Billboard magazine compiled the top-performing dance songs in the United States during 2014 on the Hot Dance/Electronic Songs, the Dance Club Songs, and the Dance/Mix Show Airplay. The oldest dance music chart, the Dance Club Songs was first published in 1976, ranking the most popular songs on dance club based on reports from a national sample of club DJs. The Dance/Mix Show Airplay was launched in 2003, ranking songs based on airplay detections on dance radio, as well as mix-show plays on top 40 radio and select rhythmic radio as measured by Mediabase. Premiered on January 26, 2013, the Hot Dance/Electronic Songs is a multi-metric chart ranking songs based on streaming, sales, and airplay audience impressions from radio stations of all formats.

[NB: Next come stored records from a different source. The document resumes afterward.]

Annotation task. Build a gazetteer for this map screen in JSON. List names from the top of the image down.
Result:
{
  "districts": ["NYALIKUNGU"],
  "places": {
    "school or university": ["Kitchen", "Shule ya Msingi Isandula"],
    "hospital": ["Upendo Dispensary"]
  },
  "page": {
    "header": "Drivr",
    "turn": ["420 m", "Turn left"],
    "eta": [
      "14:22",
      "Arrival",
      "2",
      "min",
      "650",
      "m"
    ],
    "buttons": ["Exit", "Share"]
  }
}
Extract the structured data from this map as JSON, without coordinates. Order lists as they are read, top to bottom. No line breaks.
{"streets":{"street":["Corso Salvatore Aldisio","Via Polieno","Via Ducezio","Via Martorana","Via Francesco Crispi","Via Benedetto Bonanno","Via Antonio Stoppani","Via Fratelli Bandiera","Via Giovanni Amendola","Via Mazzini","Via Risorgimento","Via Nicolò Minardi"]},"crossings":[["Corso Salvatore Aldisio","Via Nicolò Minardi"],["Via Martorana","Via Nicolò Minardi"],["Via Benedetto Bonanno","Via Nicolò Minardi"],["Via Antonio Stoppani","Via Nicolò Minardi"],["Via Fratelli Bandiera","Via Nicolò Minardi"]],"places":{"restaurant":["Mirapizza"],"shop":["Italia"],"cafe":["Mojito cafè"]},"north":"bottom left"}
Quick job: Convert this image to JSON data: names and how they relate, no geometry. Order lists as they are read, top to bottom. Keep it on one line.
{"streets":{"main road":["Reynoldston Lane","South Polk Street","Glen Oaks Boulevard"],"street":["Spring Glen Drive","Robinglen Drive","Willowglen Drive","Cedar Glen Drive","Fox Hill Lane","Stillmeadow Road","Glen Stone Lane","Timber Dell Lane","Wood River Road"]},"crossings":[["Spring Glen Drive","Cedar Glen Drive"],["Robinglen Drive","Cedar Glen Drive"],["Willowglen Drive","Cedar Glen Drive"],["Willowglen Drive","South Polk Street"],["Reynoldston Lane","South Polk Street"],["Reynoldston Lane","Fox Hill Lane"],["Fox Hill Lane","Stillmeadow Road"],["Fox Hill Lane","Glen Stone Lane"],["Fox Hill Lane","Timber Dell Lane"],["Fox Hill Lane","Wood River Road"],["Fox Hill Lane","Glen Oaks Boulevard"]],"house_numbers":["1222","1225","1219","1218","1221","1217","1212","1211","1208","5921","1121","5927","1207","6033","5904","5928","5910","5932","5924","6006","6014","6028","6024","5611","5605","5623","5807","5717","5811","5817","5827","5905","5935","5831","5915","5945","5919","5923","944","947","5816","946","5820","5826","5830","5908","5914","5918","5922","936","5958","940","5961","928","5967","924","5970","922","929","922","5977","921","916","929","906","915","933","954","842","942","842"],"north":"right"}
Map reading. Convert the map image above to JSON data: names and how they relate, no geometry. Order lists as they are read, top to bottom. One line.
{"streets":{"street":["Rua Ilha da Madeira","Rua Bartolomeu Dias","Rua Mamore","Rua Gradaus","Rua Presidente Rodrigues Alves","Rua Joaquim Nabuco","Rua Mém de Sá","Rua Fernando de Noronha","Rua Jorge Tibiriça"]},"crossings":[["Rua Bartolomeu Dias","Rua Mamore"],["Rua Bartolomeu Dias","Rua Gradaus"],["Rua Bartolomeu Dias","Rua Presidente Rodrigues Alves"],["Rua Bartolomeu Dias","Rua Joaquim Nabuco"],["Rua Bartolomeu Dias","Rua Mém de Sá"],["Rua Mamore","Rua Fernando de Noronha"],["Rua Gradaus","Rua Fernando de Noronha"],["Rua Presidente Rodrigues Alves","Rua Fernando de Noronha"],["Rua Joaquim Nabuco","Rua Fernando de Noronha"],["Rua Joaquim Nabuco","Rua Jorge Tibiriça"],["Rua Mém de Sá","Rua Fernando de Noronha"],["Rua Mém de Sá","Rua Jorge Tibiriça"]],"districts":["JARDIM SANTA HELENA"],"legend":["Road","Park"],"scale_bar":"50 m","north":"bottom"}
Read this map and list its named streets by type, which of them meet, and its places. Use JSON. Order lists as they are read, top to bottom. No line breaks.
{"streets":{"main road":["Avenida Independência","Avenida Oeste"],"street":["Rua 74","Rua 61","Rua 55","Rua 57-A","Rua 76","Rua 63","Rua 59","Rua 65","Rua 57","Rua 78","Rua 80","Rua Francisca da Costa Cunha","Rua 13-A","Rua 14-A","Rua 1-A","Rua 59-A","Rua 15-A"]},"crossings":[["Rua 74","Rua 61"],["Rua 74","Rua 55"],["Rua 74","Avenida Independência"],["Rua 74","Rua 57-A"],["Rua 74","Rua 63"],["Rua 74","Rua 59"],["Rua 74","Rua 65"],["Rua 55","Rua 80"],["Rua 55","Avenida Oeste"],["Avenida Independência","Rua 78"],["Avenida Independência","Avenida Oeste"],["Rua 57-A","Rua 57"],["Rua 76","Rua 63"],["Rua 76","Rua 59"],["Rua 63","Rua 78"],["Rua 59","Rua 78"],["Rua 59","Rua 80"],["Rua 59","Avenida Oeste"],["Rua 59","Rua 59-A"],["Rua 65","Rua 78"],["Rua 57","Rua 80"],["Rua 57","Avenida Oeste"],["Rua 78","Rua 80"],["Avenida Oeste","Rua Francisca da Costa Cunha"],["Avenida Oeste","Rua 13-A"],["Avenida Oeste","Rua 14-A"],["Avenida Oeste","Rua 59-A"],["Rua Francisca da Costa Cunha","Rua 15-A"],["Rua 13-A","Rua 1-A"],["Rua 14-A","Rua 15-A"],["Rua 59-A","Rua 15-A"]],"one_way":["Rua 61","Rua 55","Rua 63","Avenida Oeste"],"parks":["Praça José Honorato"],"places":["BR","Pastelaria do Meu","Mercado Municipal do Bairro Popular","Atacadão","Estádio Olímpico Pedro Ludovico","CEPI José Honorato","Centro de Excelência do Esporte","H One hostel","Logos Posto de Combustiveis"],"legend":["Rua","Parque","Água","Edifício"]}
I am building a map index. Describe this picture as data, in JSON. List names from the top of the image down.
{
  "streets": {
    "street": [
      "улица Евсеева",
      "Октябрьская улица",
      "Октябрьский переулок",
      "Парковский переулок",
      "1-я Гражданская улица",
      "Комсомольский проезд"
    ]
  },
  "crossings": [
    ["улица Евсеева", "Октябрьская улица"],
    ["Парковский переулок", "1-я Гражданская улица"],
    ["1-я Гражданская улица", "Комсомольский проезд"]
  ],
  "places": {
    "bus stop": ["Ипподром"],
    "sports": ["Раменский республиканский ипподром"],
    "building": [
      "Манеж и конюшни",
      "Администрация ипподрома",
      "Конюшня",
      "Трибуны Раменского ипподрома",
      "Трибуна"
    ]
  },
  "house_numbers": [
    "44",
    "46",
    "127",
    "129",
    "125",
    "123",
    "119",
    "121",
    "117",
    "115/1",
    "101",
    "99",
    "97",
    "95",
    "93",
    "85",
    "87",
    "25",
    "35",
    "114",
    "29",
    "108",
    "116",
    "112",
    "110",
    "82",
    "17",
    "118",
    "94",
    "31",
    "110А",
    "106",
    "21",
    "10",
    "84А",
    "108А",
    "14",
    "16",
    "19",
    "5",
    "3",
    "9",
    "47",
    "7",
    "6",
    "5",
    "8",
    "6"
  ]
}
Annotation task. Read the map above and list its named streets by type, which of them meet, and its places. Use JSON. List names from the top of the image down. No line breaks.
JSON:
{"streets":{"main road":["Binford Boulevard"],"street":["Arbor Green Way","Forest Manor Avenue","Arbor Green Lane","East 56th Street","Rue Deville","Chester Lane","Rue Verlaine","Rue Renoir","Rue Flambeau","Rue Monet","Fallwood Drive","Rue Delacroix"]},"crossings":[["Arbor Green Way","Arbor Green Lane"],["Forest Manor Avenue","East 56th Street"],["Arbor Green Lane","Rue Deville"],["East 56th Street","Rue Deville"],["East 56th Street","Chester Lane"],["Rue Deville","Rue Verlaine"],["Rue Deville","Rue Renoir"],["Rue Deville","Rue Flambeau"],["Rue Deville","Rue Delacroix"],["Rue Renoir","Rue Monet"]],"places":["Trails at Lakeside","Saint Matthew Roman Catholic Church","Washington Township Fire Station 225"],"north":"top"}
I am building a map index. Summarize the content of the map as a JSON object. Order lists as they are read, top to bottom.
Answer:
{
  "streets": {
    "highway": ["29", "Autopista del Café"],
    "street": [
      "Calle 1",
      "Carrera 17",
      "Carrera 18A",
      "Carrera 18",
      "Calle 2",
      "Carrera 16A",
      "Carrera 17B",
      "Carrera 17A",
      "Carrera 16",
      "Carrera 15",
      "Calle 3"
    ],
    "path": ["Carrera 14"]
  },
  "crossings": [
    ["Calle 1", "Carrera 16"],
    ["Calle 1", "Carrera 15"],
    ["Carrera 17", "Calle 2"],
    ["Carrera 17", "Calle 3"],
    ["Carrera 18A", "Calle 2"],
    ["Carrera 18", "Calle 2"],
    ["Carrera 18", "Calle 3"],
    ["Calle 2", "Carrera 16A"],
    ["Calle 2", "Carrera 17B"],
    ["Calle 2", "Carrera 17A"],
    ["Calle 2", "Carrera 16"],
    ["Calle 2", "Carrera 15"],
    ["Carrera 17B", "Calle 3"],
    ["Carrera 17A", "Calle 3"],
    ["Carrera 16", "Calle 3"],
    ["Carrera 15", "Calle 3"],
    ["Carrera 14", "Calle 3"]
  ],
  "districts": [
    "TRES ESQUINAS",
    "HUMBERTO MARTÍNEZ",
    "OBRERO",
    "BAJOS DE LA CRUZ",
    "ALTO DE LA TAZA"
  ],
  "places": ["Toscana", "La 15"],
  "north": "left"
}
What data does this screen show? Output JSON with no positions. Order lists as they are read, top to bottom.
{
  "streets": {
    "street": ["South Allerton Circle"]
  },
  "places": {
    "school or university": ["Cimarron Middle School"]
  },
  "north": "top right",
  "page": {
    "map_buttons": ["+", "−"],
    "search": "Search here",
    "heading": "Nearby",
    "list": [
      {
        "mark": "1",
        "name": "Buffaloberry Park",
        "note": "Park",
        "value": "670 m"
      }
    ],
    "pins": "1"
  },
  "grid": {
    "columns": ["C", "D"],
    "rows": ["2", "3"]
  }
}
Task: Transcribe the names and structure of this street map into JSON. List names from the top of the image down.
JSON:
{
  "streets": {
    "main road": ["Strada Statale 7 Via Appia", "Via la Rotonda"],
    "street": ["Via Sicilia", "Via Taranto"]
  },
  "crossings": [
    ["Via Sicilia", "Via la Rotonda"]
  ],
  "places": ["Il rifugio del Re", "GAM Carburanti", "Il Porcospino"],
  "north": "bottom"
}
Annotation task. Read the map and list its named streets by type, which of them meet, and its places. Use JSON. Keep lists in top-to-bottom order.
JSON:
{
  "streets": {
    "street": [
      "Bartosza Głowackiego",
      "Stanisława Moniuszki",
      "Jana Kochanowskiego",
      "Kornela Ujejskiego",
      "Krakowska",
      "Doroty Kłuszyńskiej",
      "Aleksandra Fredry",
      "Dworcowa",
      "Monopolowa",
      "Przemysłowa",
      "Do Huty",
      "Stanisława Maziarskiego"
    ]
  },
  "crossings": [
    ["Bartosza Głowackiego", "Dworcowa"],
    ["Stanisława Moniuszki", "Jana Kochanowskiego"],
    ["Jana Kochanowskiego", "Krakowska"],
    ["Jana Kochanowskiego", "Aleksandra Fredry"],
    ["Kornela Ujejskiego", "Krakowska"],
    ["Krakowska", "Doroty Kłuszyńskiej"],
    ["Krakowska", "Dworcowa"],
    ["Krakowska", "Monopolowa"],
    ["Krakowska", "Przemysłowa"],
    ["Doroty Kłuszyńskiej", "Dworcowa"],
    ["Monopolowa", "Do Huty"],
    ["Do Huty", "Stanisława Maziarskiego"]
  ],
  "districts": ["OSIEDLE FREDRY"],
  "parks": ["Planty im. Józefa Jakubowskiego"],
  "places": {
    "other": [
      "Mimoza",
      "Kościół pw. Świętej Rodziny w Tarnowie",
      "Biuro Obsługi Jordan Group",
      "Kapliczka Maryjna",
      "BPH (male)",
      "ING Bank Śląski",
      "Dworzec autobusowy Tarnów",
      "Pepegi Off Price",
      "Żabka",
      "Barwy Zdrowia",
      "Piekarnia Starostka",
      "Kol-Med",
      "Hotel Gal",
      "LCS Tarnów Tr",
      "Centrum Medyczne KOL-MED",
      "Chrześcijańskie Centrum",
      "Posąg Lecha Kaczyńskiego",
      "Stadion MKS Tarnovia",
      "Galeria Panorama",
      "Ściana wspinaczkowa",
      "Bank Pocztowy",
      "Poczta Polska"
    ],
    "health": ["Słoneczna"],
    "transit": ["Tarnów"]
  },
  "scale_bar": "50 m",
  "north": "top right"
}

The first number-one song of 2014 on the Dance Club Songs chart was "Unconditionally" by Katy Perry. With remixes by Syn Cole, Manufactured Superstars, Tracy Young and Country Club Martini Crew, it became her twelfth consecutive chart topper, extending her own record for the most number-ones in a row in the thirty-seven year history of the chart. Perry achieved a further three number one singles during the year – "Dark Horse" featuring Juicy J, "Birthday" and "This Is How We Do" – with the last becoming her record-extending fifteenth consecutive number-one. Beyoncé was one of three acts to top the chart three times, beginning with "Blow", then "Partition" and her twenty-second in total, "Pretty Hurts". Iggy Azalea and Dave Audé achieved three number-ones; the former with "Fancy" featuring Charli XCX, "Black Widow" featuring Rita Ora and "Booty", a collaboration with Jennifer Lopez, and Audé with "Take Me Away", "Aftermath (Here We Go)" and "Hustlin. Demi Lovato topped the chart twice with "Neon Lights" and "Really Don't Care" featuring Cher Lloyd. "Somebody Loves You" became Betty Who's first song to top the chart. Jennifer Lopez's hit streak of 11 number ones was broken with the release of "I Luh Ya Papi" but follow up with another number one "First Love" and her collaboration with Azalea.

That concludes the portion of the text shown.